## [Items from a data source]
----------
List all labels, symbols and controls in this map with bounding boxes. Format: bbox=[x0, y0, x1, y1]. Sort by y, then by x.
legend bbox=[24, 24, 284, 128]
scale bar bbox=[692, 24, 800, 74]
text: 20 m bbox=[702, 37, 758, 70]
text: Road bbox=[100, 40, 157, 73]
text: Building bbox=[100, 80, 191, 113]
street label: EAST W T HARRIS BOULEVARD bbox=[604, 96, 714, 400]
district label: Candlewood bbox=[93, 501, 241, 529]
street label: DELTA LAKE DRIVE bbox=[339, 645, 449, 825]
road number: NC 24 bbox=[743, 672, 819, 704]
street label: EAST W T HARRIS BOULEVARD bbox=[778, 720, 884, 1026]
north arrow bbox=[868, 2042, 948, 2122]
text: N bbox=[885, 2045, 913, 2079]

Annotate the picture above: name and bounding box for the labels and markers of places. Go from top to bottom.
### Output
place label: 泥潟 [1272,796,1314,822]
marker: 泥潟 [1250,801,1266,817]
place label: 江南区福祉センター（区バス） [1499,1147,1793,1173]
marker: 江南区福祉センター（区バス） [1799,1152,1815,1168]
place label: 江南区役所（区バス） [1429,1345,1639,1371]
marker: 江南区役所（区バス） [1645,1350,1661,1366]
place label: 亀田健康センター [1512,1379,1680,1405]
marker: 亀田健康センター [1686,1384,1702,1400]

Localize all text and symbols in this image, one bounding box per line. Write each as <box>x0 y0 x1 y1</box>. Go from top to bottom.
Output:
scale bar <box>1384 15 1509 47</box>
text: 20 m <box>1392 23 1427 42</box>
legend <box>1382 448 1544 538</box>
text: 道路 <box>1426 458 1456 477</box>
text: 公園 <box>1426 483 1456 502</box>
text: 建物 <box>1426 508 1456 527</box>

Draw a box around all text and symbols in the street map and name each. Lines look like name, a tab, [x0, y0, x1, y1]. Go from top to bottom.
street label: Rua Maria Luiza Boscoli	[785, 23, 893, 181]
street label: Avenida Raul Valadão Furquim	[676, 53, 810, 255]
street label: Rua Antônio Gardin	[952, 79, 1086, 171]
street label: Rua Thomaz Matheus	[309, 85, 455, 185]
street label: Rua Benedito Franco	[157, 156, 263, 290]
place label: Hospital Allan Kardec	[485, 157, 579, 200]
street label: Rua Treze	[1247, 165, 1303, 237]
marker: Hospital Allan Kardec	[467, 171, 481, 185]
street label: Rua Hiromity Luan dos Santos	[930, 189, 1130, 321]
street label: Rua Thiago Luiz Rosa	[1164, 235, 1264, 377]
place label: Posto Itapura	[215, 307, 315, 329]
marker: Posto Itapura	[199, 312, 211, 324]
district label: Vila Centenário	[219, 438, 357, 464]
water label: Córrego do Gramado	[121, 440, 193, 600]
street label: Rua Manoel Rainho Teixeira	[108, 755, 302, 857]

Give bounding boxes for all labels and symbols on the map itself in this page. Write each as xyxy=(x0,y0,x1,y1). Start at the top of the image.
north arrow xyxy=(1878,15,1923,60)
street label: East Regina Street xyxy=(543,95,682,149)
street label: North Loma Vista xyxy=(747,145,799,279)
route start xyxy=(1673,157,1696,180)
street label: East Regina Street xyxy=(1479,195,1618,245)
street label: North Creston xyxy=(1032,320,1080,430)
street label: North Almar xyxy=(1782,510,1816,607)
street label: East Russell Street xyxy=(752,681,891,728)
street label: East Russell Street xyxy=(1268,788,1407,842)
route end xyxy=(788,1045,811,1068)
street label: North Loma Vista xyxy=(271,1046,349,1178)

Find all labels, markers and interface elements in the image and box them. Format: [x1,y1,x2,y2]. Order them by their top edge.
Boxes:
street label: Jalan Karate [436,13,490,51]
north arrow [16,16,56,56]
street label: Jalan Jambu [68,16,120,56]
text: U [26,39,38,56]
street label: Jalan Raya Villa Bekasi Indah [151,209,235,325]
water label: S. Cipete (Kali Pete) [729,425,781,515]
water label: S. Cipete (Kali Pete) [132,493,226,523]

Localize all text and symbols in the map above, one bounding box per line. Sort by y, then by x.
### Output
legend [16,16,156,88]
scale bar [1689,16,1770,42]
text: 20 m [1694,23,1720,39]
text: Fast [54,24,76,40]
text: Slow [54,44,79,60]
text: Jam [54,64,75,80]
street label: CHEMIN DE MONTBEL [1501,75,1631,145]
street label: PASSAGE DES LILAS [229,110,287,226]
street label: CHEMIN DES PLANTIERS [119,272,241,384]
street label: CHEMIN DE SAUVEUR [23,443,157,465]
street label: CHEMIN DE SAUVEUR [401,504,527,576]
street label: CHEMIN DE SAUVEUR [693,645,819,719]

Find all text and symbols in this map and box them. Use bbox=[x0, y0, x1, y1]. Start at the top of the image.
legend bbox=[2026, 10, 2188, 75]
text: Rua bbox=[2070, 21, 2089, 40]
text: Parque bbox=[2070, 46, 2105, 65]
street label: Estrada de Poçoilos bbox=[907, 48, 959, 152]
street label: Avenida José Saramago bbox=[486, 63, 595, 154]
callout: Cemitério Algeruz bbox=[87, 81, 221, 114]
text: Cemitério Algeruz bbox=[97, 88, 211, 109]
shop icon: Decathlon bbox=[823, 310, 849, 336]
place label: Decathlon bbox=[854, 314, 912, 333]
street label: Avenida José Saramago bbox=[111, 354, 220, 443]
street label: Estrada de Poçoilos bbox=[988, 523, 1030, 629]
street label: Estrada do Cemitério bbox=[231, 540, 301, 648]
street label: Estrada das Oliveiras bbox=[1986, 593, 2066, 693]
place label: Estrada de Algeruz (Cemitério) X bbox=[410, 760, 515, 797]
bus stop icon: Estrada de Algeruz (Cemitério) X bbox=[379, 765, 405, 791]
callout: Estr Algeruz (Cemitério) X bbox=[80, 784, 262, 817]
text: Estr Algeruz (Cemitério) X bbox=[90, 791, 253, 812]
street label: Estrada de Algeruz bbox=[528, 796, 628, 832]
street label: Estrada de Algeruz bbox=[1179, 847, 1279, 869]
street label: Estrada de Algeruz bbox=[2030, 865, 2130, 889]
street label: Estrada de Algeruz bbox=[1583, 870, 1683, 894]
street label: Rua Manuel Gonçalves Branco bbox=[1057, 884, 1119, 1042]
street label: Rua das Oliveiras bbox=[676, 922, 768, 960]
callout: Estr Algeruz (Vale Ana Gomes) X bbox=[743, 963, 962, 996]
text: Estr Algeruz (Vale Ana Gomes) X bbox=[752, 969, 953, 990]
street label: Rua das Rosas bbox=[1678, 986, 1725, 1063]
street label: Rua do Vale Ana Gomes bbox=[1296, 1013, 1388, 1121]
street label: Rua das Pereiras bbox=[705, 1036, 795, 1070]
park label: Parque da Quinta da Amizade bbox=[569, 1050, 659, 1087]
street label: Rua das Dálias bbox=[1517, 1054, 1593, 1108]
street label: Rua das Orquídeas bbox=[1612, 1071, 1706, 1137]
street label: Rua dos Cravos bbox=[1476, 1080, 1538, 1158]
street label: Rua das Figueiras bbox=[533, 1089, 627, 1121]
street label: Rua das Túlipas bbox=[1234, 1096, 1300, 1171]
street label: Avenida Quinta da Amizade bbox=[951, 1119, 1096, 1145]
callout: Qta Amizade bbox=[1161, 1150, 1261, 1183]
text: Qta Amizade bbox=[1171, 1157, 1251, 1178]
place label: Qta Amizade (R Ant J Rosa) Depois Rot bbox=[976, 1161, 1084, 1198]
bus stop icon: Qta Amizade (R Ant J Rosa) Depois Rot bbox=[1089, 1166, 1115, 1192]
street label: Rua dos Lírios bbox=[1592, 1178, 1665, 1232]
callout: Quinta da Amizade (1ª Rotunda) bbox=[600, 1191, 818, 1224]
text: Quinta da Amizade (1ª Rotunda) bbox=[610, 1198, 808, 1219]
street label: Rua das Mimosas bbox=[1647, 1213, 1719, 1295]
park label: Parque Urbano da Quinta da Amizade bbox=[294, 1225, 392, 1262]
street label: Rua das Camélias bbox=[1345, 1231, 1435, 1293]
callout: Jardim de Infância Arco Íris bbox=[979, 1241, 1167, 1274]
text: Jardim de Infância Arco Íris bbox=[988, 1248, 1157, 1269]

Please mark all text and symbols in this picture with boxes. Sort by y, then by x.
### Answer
----------
## [Work required]
Give back, exactly as written, the stretch from the line with "Find all labels, markers" through the line with "Localize all text and symbols in the", and no other lines from the records above.

## [Task solution]
Find all labels, markers and interface elements in the image and box them. Format: [x1,y1,x2,y2]. Order them by their top edge.
Boxes:
street label: Jalan Karate [436,13,490,51]
north arrow [16,16,56,56]
street label: Jalan Jambu [68,16,120,56]
text: U [26,39,38,56]
street label: Jalan Raya Villa Bekasi Indah [151,209,235,325]
water label: S. Cipete (Kali Pete) [729,425,781,515]
water label: S. Cipete (Kali Pete) [132,493,226,523]

Localize all text and symbols in the map above, one bounding box per line. Sort by y, then by x.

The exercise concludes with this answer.